More information about each form of ADR is set out below. Many forms of ADR, including mediation, can be tried even if a court case has already started.
It might seem an odd thing to include but couple counselling (often called marriage guidance) can help you work together as you end your relationship. See Relate for more info.
Mediation can help you reach an agreement about disputed issues arising from your separation (e.g. children, finances, communication). Mediation is voluntary. Mediators are impartial, do not advise you, and do not impose a decision upon you. Mediation is voluntary. If you are on a low income, or if your ex is on a low income you are both likely to qualify for free mediation through legal aid. Mediation often works best if you have some legal advice alongside it. See FMC for more info.

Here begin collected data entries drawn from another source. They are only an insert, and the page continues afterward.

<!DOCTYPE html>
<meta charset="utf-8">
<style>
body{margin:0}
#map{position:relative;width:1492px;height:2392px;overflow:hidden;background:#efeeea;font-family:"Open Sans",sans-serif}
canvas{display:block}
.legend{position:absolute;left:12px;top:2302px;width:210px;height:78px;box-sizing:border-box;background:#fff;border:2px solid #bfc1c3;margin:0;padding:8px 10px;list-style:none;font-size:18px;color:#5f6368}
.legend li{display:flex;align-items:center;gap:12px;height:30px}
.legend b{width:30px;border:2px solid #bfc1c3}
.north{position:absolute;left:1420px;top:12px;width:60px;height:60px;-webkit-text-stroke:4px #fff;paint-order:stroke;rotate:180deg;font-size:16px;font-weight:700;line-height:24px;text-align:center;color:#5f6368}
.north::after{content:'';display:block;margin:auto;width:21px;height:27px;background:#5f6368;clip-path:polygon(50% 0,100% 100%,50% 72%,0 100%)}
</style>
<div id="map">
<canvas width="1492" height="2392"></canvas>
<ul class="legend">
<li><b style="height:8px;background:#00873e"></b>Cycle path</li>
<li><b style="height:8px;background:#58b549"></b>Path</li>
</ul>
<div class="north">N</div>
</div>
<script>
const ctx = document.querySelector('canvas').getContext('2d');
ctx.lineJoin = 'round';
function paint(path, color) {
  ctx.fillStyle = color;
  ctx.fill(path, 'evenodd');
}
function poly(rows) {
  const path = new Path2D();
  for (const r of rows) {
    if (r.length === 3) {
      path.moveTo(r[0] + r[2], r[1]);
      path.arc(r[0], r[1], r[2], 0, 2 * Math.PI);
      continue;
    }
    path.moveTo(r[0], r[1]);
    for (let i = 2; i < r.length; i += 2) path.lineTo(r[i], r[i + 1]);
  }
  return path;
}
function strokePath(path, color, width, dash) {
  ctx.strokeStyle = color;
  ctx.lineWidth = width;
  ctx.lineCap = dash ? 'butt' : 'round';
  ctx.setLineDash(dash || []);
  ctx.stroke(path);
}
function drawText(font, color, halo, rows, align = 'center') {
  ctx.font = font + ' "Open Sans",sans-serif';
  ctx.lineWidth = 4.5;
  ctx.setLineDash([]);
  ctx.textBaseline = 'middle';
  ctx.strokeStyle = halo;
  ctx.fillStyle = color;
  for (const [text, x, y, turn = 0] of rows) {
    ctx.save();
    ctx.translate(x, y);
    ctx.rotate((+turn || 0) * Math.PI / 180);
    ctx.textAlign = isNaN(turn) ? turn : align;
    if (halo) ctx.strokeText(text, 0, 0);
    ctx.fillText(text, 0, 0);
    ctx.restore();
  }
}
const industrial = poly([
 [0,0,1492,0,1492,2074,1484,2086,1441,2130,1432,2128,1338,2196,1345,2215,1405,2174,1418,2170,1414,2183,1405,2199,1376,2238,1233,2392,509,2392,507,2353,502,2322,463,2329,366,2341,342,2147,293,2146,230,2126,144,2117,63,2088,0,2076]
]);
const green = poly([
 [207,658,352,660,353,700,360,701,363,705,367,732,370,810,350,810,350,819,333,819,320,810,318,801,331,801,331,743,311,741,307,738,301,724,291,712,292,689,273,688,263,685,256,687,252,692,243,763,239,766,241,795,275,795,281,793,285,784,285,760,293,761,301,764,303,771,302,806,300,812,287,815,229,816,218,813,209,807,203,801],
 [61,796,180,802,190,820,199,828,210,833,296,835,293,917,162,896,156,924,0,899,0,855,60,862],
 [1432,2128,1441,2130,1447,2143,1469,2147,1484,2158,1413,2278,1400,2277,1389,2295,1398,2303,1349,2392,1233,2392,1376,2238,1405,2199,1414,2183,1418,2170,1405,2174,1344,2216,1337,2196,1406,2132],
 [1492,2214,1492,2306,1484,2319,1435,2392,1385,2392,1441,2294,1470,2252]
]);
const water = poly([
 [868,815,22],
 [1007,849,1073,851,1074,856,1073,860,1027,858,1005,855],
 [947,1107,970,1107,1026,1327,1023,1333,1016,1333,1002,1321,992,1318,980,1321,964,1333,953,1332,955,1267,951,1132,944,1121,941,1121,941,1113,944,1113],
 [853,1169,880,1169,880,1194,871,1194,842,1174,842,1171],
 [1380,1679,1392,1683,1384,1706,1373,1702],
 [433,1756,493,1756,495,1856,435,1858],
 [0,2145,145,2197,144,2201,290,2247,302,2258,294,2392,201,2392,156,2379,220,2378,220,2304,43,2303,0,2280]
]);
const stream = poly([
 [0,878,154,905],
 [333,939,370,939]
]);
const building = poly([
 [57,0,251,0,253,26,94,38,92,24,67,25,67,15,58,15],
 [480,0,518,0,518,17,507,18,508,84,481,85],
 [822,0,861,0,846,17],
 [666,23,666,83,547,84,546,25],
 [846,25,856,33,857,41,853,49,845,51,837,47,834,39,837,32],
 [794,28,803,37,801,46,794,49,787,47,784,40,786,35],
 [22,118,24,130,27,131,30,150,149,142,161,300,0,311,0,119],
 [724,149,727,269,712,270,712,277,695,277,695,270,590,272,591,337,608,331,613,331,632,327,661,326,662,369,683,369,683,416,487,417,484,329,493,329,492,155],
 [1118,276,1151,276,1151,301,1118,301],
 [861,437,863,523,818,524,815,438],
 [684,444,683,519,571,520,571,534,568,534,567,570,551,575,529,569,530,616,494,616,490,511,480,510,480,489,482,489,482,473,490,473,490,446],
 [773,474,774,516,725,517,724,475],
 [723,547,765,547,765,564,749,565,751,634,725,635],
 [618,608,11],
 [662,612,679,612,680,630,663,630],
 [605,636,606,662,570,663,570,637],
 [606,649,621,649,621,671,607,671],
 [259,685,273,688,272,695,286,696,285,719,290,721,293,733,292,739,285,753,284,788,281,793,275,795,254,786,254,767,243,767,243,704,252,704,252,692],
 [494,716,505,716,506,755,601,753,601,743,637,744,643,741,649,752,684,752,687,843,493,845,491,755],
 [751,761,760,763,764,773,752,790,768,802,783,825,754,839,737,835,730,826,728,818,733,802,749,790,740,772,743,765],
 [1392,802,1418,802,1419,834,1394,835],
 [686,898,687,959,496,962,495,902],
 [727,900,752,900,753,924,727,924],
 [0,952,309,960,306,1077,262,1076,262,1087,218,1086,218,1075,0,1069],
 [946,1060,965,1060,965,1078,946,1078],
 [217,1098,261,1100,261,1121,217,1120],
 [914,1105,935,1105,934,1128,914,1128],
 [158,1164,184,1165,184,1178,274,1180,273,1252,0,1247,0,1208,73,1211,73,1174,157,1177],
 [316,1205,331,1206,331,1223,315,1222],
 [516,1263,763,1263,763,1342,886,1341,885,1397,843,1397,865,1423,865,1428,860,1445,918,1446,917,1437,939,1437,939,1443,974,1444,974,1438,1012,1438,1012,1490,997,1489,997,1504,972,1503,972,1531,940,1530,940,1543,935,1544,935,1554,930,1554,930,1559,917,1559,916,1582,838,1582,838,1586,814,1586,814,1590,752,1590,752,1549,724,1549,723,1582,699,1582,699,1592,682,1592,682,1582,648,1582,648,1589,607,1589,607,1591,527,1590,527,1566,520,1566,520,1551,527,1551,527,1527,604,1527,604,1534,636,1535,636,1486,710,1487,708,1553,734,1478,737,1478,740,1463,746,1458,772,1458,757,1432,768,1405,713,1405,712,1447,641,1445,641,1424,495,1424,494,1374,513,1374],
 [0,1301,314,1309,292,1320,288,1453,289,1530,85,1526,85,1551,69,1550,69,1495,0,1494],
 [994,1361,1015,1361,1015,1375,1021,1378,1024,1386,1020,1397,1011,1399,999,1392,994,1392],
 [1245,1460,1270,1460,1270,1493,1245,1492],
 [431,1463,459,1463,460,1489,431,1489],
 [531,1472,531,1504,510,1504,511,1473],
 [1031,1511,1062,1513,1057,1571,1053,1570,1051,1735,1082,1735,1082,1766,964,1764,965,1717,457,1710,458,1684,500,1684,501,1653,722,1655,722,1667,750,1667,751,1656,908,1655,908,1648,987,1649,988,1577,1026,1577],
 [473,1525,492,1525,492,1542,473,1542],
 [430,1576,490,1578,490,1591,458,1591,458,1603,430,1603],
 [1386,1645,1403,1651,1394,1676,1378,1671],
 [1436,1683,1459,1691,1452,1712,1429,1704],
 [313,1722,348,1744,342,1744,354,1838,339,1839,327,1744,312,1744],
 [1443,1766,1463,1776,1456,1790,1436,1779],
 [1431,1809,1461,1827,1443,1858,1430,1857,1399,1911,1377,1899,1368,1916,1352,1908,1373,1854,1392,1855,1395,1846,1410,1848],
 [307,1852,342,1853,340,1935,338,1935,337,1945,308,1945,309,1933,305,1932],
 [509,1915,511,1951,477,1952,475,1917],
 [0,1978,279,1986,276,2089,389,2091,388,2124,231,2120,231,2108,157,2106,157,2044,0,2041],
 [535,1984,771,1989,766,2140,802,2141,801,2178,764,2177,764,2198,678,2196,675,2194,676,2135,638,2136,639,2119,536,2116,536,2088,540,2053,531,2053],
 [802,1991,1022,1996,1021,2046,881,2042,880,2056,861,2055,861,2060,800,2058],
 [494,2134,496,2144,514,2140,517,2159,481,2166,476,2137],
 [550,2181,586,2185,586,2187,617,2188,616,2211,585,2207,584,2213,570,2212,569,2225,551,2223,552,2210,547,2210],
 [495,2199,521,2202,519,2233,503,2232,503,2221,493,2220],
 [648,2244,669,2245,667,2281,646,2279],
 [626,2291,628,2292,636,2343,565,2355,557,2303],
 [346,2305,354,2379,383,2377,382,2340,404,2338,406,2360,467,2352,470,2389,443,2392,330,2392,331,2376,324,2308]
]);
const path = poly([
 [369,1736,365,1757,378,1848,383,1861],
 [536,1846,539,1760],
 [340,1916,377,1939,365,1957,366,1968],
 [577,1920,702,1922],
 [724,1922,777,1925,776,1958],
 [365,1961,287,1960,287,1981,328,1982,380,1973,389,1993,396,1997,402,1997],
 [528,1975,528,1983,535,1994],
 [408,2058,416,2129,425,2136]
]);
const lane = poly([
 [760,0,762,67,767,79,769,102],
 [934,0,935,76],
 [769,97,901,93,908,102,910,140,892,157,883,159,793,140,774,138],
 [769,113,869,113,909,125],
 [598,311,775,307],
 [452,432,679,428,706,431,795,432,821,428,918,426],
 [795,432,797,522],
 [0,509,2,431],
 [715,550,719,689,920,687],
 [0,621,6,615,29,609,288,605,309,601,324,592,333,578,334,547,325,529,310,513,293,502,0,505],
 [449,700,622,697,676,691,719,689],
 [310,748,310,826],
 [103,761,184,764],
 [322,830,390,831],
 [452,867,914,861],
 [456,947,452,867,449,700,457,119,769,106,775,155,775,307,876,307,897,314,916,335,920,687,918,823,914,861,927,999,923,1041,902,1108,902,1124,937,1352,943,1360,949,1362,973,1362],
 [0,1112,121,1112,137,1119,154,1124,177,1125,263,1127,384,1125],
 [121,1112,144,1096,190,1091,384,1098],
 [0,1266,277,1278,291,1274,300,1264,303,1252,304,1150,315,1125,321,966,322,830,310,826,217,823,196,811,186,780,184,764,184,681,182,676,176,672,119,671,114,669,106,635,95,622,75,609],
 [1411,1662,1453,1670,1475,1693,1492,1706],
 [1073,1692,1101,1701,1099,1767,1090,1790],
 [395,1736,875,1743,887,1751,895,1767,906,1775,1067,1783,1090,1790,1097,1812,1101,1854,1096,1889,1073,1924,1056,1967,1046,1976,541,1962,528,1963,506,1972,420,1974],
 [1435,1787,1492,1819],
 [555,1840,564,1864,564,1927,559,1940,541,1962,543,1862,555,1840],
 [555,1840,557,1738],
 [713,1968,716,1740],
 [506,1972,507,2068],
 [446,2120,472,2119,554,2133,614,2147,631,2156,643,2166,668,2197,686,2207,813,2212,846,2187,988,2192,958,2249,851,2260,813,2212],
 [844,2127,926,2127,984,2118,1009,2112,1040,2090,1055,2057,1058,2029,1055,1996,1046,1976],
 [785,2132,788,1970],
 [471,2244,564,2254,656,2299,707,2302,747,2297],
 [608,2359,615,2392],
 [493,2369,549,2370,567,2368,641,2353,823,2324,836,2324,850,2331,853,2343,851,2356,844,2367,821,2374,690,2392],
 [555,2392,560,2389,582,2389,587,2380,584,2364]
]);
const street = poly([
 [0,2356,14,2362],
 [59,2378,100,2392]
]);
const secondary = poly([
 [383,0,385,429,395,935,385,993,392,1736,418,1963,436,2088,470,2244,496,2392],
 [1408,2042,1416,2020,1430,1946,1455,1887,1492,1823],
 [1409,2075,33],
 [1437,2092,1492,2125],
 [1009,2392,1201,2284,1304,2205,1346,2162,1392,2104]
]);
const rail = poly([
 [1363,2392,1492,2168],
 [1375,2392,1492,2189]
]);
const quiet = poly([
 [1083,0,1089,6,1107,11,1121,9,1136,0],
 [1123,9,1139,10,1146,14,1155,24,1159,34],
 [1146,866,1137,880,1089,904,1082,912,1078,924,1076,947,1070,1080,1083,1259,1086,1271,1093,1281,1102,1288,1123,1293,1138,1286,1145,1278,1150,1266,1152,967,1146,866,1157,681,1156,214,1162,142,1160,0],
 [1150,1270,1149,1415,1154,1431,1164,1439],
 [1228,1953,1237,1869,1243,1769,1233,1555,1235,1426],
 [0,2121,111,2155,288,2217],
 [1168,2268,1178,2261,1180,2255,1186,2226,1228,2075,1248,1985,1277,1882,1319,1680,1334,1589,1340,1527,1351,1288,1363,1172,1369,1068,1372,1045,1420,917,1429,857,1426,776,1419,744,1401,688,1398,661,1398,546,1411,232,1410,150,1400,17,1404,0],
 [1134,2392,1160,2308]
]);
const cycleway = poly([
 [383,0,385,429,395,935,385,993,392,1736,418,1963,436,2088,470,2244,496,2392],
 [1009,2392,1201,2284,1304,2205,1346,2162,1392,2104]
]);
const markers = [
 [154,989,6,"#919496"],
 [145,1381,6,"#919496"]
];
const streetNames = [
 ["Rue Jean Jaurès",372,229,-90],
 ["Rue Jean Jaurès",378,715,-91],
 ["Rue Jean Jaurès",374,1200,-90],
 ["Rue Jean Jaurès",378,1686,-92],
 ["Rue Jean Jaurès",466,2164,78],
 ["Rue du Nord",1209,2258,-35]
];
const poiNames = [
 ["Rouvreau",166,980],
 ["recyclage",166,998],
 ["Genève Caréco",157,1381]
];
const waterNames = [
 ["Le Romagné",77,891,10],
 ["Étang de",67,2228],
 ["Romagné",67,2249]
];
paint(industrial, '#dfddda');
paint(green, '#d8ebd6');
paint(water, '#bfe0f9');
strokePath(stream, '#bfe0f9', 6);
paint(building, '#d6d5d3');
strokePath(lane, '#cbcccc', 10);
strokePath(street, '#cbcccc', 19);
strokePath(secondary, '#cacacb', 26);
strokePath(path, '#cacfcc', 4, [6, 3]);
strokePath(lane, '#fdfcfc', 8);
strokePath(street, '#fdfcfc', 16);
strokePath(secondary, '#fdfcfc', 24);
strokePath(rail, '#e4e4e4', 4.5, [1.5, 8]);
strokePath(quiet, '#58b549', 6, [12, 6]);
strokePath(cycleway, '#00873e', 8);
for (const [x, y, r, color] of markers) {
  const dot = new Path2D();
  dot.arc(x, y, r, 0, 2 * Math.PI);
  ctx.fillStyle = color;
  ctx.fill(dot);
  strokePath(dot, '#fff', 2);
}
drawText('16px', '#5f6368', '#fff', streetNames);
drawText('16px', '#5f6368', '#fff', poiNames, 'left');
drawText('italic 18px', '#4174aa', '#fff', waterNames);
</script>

Arbitration is voluntary, but once you have agreed to go to arbitration an arbitrator will make a binding decision instead of a judge. The decision can be enforced in court. Currently only available for financial disputes but may in due course be available for disputes about children. Most often used where there are significant assets or a particular need for privacy. See IFLA for more info.
Both parties instruct lawyers trained as Collaborative Lawyers who work together in an attempt to achieve a resolution and are less restricted in their dealings with the other lawyer than would normally be the case. If an agreement can’t be reached the Collaborative Lawyers drop out and the parties have to instruct fresh lawyers for any court case that follows.
Family Group Conference
Often used where there are child protection concerns or where a family unit has a particular need for ongoing support (perhaps because a member of the family has a disability). See the videos by the Family Rights Group here.
Parties and their lawyers agree to set aside a day to come together and attempt to negotiate a settlement in an attempt to avoid court. Most often used where there are significant assets or a particular need for privacy.
Parties pay an experienced lawyer, retired or part time judge to carry out a “Financial Dispute Resolution Hearing” for them with the aim of reaching a settlement about finances. A FDR is a hearing where a judge hears a summary of the parties positions and gives guidance to them about what outcomes are likely or sensible. Most often used where there are significant assets or a particular need for privacy.